Festivals and Celebrations

Food History Weekend | Oct. 22-24, 2015 

The Smithsonian’s National Museum of American History brings together culinary leaders, researchers, practitioners, and scholars to inspire Museum visitors to understand the history of food in America. This October will examine the history of innovations in American food. What did “innovation” mean historically in terms of food production and preparation? What does it mean in today’s food world? These questions were explored through panels, live cooking demonstrations, book signings, and more. Featuring food experts: J. Kenji López-Alt, Jessamyn Waldman Rodriguez, Mariano Ramos, Neftali Duran, and Pati Jinich. 

Raise it Up! America Innovates: Naturalization Ceremony | June 2009-Present

Co-sponsored with the U.S. Citizenship and Immigration Services, Raise It Up! Naturalization Ceremony celebrates new citizens from many different countries in the Museum’s Flag Hall. America’s democratic and economic systems continue to be strengthened by the diversity and ingenuity of our citizenry.
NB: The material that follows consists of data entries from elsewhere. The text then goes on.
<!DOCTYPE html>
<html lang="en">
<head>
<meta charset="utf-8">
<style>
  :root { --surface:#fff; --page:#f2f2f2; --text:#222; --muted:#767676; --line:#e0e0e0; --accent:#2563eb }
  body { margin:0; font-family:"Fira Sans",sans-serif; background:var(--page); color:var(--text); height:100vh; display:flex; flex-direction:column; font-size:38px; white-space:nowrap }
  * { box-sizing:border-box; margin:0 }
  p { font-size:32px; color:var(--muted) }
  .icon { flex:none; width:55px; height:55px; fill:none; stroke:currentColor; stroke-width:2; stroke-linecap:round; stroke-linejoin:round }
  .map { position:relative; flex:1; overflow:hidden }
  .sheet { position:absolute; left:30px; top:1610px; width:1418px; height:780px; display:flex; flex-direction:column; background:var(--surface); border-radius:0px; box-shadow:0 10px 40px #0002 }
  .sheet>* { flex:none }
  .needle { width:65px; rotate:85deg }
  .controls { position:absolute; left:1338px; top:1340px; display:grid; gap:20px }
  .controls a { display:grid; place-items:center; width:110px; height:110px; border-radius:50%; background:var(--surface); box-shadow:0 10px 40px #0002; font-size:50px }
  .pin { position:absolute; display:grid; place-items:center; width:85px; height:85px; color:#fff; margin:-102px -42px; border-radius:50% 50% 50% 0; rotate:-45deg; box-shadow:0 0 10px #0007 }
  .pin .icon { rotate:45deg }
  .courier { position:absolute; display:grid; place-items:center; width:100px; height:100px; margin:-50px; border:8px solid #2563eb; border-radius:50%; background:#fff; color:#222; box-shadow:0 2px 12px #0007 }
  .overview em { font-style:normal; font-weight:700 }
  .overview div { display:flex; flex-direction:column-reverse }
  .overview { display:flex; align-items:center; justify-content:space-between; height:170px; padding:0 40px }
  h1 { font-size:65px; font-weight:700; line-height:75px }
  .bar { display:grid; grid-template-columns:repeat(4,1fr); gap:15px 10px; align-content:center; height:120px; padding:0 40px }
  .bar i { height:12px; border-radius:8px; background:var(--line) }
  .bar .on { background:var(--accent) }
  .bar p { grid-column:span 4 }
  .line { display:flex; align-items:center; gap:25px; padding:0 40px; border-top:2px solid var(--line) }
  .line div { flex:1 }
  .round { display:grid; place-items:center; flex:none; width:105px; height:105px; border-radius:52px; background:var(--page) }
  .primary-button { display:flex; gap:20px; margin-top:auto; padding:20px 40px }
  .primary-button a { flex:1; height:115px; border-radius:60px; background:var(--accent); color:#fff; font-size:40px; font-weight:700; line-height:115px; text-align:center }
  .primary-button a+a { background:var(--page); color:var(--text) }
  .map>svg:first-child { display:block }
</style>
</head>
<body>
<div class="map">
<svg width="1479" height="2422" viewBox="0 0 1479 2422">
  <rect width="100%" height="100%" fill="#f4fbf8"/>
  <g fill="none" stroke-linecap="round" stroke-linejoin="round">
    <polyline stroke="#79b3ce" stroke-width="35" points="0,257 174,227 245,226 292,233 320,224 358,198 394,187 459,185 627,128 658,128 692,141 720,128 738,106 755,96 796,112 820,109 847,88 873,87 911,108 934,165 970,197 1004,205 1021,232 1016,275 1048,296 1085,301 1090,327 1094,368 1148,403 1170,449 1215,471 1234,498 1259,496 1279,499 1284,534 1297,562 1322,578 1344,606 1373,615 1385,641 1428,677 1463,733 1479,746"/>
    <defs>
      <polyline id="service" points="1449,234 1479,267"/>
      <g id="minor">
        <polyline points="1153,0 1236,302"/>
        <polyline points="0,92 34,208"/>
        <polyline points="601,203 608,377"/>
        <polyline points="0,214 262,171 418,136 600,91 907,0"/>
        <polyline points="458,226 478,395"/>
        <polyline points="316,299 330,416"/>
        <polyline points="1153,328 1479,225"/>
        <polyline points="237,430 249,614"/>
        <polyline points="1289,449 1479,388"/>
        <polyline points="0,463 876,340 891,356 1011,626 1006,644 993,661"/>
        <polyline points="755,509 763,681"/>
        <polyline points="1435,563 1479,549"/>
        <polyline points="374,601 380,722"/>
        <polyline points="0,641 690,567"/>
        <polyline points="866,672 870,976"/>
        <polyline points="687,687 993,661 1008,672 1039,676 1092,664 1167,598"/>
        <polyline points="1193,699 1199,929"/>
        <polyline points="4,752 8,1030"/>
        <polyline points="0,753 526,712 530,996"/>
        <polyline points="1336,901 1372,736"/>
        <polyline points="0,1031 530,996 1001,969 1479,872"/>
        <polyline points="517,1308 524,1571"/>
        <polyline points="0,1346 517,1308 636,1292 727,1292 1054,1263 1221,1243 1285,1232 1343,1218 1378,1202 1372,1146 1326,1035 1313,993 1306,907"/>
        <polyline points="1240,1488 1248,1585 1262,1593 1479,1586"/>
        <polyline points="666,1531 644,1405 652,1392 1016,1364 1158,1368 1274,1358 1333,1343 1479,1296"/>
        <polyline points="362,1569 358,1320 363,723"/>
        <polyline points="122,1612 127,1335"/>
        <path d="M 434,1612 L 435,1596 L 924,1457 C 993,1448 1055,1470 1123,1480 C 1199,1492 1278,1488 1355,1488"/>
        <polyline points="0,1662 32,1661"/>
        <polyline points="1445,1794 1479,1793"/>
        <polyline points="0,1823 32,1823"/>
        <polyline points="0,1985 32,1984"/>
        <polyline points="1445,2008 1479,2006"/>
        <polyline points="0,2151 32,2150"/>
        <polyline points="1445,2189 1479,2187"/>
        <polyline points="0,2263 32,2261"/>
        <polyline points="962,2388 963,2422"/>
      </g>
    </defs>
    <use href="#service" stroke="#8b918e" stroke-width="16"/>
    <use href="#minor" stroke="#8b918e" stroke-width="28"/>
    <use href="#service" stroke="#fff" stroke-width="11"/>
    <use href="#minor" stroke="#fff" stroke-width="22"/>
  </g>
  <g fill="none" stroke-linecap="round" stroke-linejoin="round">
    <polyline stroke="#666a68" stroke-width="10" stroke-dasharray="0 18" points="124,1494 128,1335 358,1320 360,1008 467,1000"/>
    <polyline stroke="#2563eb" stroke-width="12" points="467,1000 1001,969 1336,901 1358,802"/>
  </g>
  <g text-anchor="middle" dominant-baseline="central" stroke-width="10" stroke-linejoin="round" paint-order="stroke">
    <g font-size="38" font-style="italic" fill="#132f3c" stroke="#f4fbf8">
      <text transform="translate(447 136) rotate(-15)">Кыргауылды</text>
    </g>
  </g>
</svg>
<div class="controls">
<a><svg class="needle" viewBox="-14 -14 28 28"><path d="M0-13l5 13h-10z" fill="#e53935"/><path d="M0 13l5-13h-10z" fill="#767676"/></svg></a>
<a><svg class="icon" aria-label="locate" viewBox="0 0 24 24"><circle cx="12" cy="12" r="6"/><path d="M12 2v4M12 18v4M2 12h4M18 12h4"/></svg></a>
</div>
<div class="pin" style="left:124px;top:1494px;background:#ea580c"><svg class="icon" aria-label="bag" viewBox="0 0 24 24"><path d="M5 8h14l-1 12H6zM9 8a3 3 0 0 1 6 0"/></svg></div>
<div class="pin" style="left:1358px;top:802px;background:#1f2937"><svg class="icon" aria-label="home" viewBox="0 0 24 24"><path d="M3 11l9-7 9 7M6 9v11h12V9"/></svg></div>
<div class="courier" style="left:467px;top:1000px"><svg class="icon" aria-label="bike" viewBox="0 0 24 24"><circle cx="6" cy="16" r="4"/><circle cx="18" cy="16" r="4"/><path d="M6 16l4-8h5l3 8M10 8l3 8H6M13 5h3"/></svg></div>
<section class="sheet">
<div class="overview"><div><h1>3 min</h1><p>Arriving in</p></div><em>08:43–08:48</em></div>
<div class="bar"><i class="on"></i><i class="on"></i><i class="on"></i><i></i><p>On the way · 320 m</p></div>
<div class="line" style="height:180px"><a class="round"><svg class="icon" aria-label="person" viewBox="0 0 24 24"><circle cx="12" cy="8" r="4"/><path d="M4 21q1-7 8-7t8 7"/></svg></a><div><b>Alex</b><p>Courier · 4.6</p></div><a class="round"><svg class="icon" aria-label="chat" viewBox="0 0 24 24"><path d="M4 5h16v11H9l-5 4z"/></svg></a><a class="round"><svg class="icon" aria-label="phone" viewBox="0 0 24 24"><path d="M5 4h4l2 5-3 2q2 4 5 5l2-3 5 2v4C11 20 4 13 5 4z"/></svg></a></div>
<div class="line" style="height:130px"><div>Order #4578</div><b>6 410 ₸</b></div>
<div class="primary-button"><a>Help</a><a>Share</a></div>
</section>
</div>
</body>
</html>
Central American Traditions Festivals | May 2006 & September 2012

In 2006 and 2012, the Museum celebrated Central American heritage with day-long festivals. Both celebrations featured musical guests, arts and craft projects, and food. These Central American Traditions Festivals highlighted and included D.C. Latino communities.

Día de los Muertos Festivals | October/November, 2004-2009

Día de los Muertos, or Day of the Dead, is a cultural and religious holiday celebrated throughout Latin America and other places inhabited by Latino people, including Europe and the United States. From 2004 to 2009, PLHC helped the National Museum of American History celebrate Día de los Muertos with family activities, performances, concerts, food and crafts.

“¡Azucar! The Life and Music of Celia Cruz” Opening Festival | May 2005

The opening of the exhibition “¡Azúcar! The Life and Music of Celia Cruz” was celebrated with a festival that included an afternoon of salsa music, dance performances and dance lessons. Thousands of visitors grooved and moved to Edwin Ortiz y Su Orquesta La Romana performing along with DJ Bruno. Eileen Torres led a variety of salsa and merengue lessons for all ages and the dance troupe Trabuco demonstrated club-style salsa dancing. Cantaré’s Evaluna, an ensemble composed of four women musicians, performed an interactive concert about folk music traditions from Latin America. Families also enjoyed craft activities and were able to taste traditional Cuban dishes prepared by Restaurant Associates.